The trial court then ruled it would not apply section 1170.9 for several reasons. First, the court continued to believe section 12022.53, subdivision (g), prohibited granting probation. Second, the court interpreted section 1170.9 as requiring not just that Ferguson claim to have “committed the offense as a result of post-traumatic stress disorder,” but to demonstrate that to be the case, a conclusion the court could not reach in this case based on the trial evidence. Last, the court concluded that to invoke section 1170.9, “it must be a circumstance in which the court in fact does place the defendant on probation. That is an unlikely result this morning.” The court went on to comment on the numerous letters it had received from the victims' family, friends, and associates, which had a “consistent theme” urging the court to impose the maximum possible term.
The trial court then moved on to the sentencing portion of the hearing during which defense counsel observed, “I think the court has ruled that probation is not appropriate.
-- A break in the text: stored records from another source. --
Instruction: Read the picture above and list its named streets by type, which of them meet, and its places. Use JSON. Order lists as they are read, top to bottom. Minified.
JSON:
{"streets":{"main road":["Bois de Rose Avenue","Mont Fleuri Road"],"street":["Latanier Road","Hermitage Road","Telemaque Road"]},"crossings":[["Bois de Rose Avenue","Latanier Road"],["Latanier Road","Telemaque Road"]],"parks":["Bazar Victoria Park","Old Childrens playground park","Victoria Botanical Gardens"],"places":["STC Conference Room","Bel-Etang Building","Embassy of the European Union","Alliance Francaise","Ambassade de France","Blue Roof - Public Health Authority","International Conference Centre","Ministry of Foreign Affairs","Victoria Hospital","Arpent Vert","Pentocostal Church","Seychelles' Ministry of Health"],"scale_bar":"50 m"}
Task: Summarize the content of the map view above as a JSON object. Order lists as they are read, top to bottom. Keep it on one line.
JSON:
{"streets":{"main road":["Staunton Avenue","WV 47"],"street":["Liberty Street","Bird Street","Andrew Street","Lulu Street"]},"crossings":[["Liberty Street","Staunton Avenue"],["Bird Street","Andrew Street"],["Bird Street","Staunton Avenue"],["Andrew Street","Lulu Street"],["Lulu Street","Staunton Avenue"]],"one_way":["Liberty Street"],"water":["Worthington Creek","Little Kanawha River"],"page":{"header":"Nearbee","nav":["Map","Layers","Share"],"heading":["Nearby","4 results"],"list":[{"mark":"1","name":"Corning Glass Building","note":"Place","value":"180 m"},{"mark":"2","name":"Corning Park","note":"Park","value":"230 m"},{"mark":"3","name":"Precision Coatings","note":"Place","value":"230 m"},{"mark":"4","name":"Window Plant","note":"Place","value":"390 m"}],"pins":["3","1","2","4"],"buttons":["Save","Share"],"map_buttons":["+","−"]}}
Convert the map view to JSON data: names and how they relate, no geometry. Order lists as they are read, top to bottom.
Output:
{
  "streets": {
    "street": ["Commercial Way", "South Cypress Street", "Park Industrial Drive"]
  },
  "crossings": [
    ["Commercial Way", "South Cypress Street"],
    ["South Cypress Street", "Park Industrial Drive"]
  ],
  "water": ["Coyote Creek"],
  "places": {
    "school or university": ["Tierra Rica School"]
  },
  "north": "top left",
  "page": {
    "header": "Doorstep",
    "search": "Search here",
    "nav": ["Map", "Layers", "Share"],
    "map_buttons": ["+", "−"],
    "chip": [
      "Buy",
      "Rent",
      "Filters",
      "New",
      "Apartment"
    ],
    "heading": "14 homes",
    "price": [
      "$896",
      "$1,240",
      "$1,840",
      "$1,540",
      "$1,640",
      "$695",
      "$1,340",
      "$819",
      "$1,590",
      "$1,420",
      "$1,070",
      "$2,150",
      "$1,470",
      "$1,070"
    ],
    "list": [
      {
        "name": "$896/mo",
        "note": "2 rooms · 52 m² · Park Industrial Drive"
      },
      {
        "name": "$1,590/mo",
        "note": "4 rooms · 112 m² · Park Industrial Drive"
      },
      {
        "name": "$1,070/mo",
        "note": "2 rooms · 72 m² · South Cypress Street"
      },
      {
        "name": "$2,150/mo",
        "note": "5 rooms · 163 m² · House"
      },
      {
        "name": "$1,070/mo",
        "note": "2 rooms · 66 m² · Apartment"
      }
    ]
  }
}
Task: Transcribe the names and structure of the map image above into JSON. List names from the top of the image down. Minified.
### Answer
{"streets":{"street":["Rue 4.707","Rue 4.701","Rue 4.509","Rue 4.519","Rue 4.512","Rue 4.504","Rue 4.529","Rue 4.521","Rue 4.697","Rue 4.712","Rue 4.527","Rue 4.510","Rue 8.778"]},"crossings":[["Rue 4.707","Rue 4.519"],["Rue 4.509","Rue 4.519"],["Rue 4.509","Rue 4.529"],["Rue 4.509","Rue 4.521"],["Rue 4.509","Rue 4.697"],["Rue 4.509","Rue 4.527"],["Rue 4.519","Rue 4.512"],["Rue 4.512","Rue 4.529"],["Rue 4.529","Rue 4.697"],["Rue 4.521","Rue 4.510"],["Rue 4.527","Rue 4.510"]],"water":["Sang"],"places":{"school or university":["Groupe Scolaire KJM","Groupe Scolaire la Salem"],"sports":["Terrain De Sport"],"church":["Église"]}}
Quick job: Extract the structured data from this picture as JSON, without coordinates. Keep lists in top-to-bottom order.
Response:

Therefore, we're left with an indeterminate minimum sentence․” Although the court did not respond at that time, when imposing sentence it commented to defense counsel, “You're correctly perceiving ․ that the court previously expressed its thoughts about the option of a possible probationary sentence․” The trial court then sentenced Ferguson 15 years to life for the second degree murder count, a concurrent term for count 2 (driving under the influence causing bodily injury) and its attendant great bodily injury enhancement, and stayed sentence on count 3 (driving with a blood alcohol level of .08 percent or more and causing bodily injury).
The decision whether to grant or deny probation is reviewed under the abuse of discretion standard. (People v. Superior Court (Du ) (1992) 5 Cal.App.4th 822, 831, 7 Cal.Rptr.2d 177; People v. Henderson (1964) 226 Cal.App.2d 160, 163, 37 Cal.Rptr. 883.) “An order denying probation will not be reversed in the absence of a clear abuse of discretion. [Citation.] In reviewing the matter on appeal, a trial court is presumed to have acted to achieve legitimate sentencing objectives in the absence of a clear showing the sentencing decision was irrational or arbitrary. [Citations.]” (People v. Martinez (1985) 175 Cal.App.3d 881, 896, 221 Cal.Rptr. 258.)
Ferguson argues the matter must be remanded for resentencing because the court did not properly exercise its discretion under section 1170.9. He argues the court acted under the mistaken belief he was ineligible for probation under section 12022.53, subdivision (g). (See In re Large (2007) 41 Cal.4th 538, 550, 61 Cal.Rptr.3d 2, 160 P.3d 662 [“a discretionary sentencing decision rendered by a judge who did not understand what he was doing would not be sustainable as a proper exercise of discretion”].)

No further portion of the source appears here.